Tinker, Tailor, Soldier, Spy: John LeCarré is considered by many to be the best author of spy novels, and this is one of his best. The main character, George Smiley, is a retired British intelligence officer. When suspicions arise that there is a mole in the upper ranks of the secret service, Smiley is asked to find out who it is. One of four high-ranking officers is working for Karla, the chief of the Soviet Covert Espionage Bureau. Smiley must operate completely undercover to avoid alerting anyone that there is any suspicion. The plot follows Smiley gathering very complex information and sifting through it, finally to discover the identity of the mole. LeCarré draws from personal experience in the foreign service and MI6 so that his novels authoritatively evoke the psychology of Cold War paranoia. His hero fully participates in that world, yet ultimately his best efforts create space for truth and decency to prevail.

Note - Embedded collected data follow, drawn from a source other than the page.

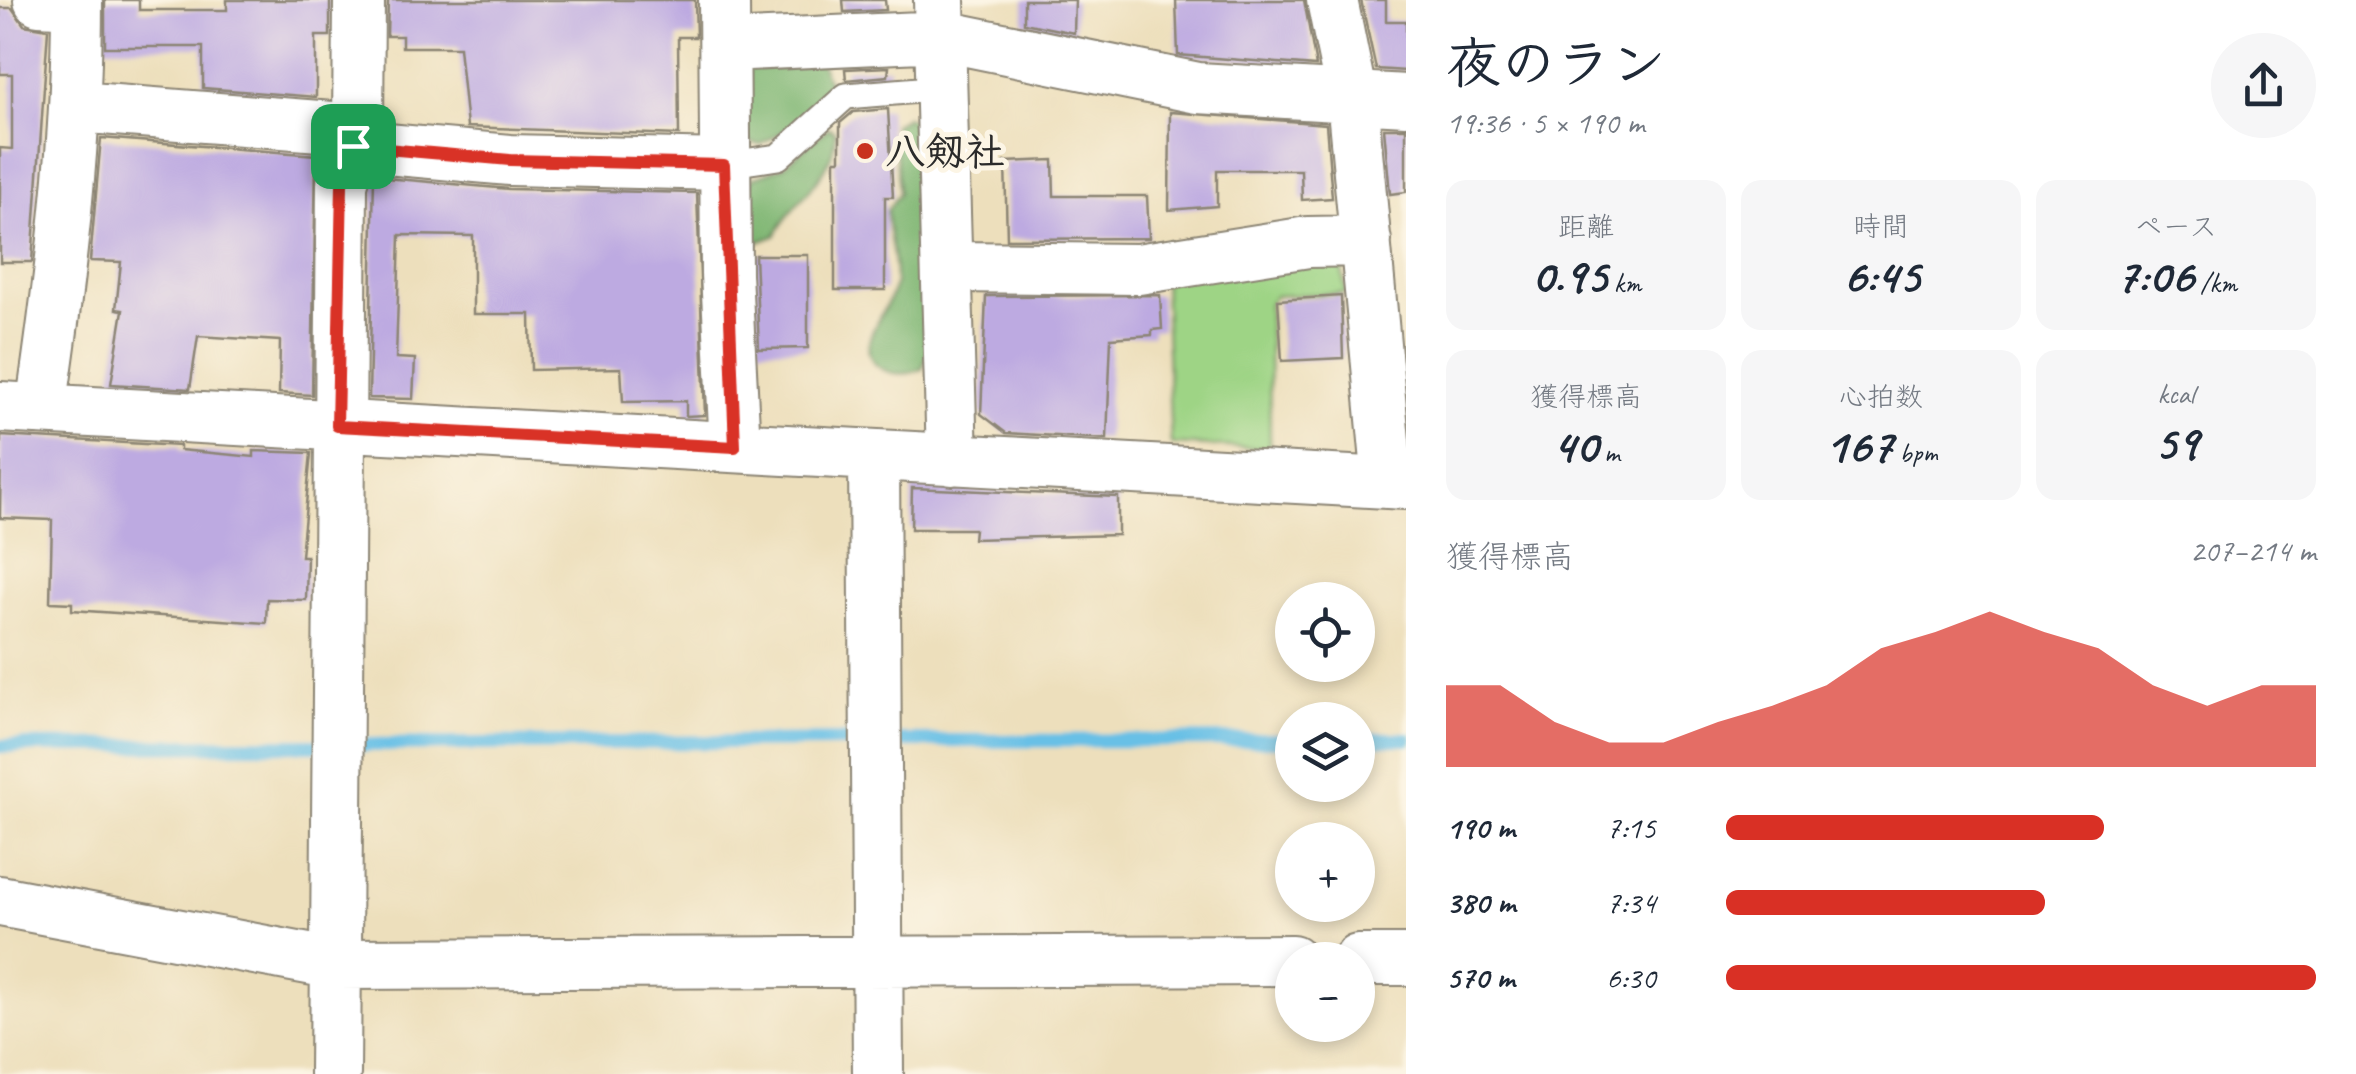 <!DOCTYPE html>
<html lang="ja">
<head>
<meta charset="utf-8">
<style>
  body { margin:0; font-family:Caveat,"Klee One",sans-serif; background:#f6f6f7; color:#1f2937; height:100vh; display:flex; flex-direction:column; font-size:38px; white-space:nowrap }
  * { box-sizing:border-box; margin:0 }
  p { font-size:32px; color:#747a83 }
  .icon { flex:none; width:55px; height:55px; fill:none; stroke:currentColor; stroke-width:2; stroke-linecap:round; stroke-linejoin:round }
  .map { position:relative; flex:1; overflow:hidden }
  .drawer { display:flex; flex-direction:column; background:#fff; width:950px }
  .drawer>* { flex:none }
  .buttons { position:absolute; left:1275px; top:582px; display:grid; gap:20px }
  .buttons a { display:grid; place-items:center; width:100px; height:100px; border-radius:50%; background:#fff; box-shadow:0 5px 15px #0003; font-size:50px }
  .pin { position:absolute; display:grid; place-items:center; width:85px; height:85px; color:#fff; margin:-42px; border-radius:20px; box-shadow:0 5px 15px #0006 }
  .round { display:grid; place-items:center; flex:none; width:105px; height:105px; border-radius:52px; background:#f6f6f7 }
  .summary { display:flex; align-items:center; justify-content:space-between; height:170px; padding:0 40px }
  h1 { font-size:55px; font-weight:600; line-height:75px }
  .figures { display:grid; grid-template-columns:repeat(3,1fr); gap:15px; height:170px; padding:10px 40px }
  .figures div { display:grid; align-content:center; border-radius:20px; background:#f6f6f7; text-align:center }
  .figures b { font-size:50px; font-weight:600 }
  .figures small { font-size:28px; font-weight:400 }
  .figures p { font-size:28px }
  .chart { height:280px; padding:20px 40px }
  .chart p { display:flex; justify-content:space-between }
  .chart svg { width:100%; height:180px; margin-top:10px; fill:#d93025; opacity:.7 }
  ul { padding:0 40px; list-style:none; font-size:32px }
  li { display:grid; grid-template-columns:160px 120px 1fr; align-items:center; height:75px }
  li i { height:25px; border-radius:12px; background:#d93025 }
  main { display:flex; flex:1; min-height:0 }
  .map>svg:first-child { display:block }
  .green { fill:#9ed485; stroke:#648058; stroke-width:2.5 }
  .forest { fill:#7eb672; stroke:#54704e; stroke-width:2.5 }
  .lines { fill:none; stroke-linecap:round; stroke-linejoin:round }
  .stream { stroke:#68c0e6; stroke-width:14 }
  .building { fill:#bdaae1 }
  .service-casing { stroke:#8c8574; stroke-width:29 }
  .minor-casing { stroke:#8c8574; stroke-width:54 }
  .service { stroke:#fff; stroke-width:25 }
  .minor { stroke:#fff; stroke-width:50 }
  .route-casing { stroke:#fff; stroke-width:20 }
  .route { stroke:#d93025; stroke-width:12 }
  .poi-dot { fill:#c8321e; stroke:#fcf5e5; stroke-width:4 }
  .labels { text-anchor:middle; stroke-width:10; stroke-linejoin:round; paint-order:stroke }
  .poi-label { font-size:40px; font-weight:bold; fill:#2b2b2b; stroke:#fcf5e5; text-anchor:start }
</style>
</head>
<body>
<main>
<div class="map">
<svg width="1406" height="1074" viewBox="0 0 1406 1074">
  <rect width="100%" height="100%" fill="#fcf5e5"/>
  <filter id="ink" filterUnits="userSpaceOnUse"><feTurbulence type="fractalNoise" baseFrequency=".01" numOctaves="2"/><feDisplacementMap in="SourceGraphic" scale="20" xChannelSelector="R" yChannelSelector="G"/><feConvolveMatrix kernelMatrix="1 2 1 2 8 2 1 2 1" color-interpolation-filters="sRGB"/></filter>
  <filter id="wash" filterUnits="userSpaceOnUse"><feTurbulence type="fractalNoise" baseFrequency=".0048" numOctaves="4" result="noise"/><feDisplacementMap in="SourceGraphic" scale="40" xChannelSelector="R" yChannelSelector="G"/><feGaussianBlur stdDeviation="2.25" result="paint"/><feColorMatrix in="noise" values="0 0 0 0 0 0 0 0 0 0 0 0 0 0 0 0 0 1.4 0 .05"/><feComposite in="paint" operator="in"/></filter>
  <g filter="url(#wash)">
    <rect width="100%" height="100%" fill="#eddfbc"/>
    <path class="green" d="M 1340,259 L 1346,293 L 1275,296 L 1269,303 L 1270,449 L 1171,444 L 1164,279 Z"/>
    <path class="forest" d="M 819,60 L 829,83 C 818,111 786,131 760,145 L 741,140 L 749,65 Z
      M 906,117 L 920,124 L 928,354 L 922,369 C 911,374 896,376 884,370 C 844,349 894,308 895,281 C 896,257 887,234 887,211 L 899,193 L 894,125 Z
      M 829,127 L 835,131 C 836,178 794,197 775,236 L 750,245 L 742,194 L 753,178 L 784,166 Z"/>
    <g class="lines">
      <path class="stream" d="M 1358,739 L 1406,739
        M 900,741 L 1292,740
        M 351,745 L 845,741
        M 0,746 L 317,745"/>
    </g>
    <g id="blocks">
      <path class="building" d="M 105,0 L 139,0 L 139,10 L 227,10 L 227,0 L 330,0 L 330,36 L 316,36 L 316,97 L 203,88 L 203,47 L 105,47 Z
        M 388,0 L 695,0 L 696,37 L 678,37 L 679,135 L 467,127 L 459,47 L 402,47 L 402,36 L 387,36 Z
        M 843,0 L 885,0 L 886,10 L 844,12 Z
        M 1024,0 L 1075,0 L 1074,33 L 1024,23 Z
        M 1176,0 L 1304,0 L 1316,66 L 1178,55 Z
        M 1361,0 L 1386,0 L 1386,21 L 1406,21 L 1406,71 L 1376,69 Z
        M 0,8 L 12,8 L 24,25 L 48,29 L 32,262 L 0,262 L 0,148 L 12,149 L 12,74 L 0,74 Z
        M 889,67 L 888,76 L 846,80 L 845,69 Z
        M 888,109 L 893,197 L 885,197 L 885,290 L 835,290 L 835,160 L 840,160 L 840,123 L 853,112 Z
        M 1170,112 L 1326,124 L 1332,198 L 1302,200 L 1301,170 L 1217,170 L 1217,206 L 1169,210 Z
        M 1384,128 L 1406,128 L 1406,192 L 1390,194 Z
        M 101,138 L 316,155 L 312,395 L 279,393 L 280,341 L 198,336 L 190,389 L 111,384 L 123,310 L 116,309 L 121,262 L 90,261 Z
        M 1053,160 L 1054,196 L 1147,196 L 1149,238 L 1007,239 L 1005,162 Z
        M 374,177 L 509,189 L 697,193 L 705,415 L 686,416 L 686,401 L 623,402 L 621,368 L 531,370 L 530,314 L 473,314 L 473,236 L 400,235 L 396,358 L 415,359 L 413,399 L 369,398 Z
        M 755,255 L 808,255 L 808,348 L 759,349 Z
        M 1160,295 L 1162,329 L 1152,330 L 1152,335 L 1111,338 L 1107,439 L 1006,433 L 981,414 L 986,296 Z
        M 1341,296 L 1343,358 L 1282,361 L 1278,300 Z
        M 1,436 L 180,446 L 180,450 L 254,457 L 254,451 L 311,453 L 301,556 L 307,556 L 306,600 L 267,599 L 266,623 L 72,610 L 72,603 L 50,602 L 52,520 L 0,518 Z
        M 912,488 L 1118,497 L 1118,535 L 973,539 L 974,529 L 911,529 Z"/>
    </g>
  </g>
  <g filter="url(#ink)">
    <use href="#blocks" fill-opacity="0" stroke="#8c8574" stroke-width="2.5"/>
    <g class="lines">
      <defs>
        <path id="service" d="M 724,165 L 778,157 L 846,96 L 944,88"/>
        <path id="minor" d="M 39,0 L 77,2 C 77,141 61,271 41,409
          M 724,0 L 726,274 L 735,447
          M 939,0 L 952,460
          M 1332,0 L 1352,98 L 1388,483
          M 726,46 L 943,36 L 1198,88 L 1406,100
          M 77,107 L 358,129
          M 353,146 L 510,160 L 724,165
          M 949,267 L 1138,269 L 1308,242 L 1366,241
          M 0,407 L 1406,484
          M 874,455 L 878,1074
          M 0,901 L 335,964 L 1292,960
          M 1358,960 L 1406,960
          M 335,1074 L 342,184 L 358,129 L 359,0"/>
      </defs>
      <use href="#service" class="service-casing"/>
      <use href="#minor" class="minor-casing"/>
      <use href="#service" class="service"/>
      <use href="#minor" class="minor"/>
    </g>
  </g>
  <g class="lines" filter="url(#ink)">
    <defs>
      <path id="route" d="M 353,146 L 510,160 L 724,165 L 735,447 L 337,426 L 342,184 Z"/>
    </defs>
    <use href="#route" class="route-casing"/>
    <use href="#route" class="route"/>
  </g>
  <circle class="poi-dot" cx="865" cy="151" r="10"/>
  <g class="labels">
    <g class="poi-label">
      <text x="885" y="165">八剱社</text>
    </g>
  </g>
</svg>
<div class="buttons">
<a><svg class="icon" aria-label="locate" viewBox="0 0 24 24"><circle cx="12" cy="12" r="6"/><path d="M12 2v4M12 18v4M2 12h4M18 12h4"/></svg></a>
<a><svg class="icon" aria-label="layers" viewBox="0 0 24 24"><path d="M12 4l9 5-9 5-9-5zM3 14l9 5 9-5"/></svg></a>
<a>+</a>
<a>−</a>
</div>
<div class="pin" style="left:353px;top:146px;background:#1e9e55"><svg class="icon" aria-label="arrive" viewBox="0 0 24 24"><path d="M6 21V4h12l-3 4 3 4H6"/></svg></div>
</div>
<section class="drawer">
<div class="summary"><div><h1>夜のラン</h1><p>19:36 · 5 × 190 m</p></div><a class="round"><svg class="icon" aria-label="share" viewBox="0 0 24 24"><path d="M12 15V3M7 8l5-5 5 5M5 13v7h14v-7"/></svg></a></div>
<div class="figures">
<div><p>距離</p><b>0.95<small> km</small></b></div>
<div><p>時間</p><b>6:45</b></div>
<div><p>ペース</p><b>7:06<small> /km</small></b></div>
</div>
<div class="figures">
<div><p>獲得標高</p><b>40<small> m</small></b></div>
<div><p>心拍数</p><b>167<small> bpm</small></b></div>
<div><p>kcal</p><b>59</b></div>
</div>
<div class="chart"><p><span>獲得標高</span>207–214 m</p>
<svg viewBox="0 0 160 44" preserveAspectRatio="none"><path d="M0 44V24L10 24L20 33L30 38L40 38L50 33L60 29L70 24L80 15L90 11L100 6L110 11L120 15L130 24L140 29L150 24L160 24V44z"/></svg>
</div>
<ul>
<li><b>190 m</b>7:15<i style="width:64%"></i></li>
<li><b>380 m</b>7:34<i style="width:54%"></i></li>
<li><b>570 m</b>6:30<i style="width:100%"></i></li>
</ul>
</section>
</main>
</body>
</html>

The Shadow of the Wind: Originally written in Spanish, this novel tells a complex and mysterious story about a young man, Daniel Sempere, who discovers a rare novel by an obscure author, Julián Carax. Daniel’s father owns a bookstore, and one day in 1945 he takes Daniel to a warehouse called The Cemetery of Forgotten Books. Daniel finds the novel by Carax, and from this discovery he begins a quest for knowledge about the novelist and his works. One day in 1936, Carax’s dead body had been found in an alley in Barcelona, but no one ever knew how he died. While Daniel is learning about Carax, there is a disfigured man acquiring every book written by Carax and burning them. This person calls himself Lain Coubert, a name Carax had used in his novel to designate the devil. Daniel encounters many more characters on his quest, and events that may have seemed random or unfortunate at first begin to appear part of an insidious grand scheme. Adding to the suspense is the fact that Daniel’s life begins to appear more and more similar to Carax’s. Part thriller, part historical fiction, part passionate love story, Zafón’s bestseller has been compared to novels by Gabriel García Márquez, Umberto Eco, Victor Hugo and others.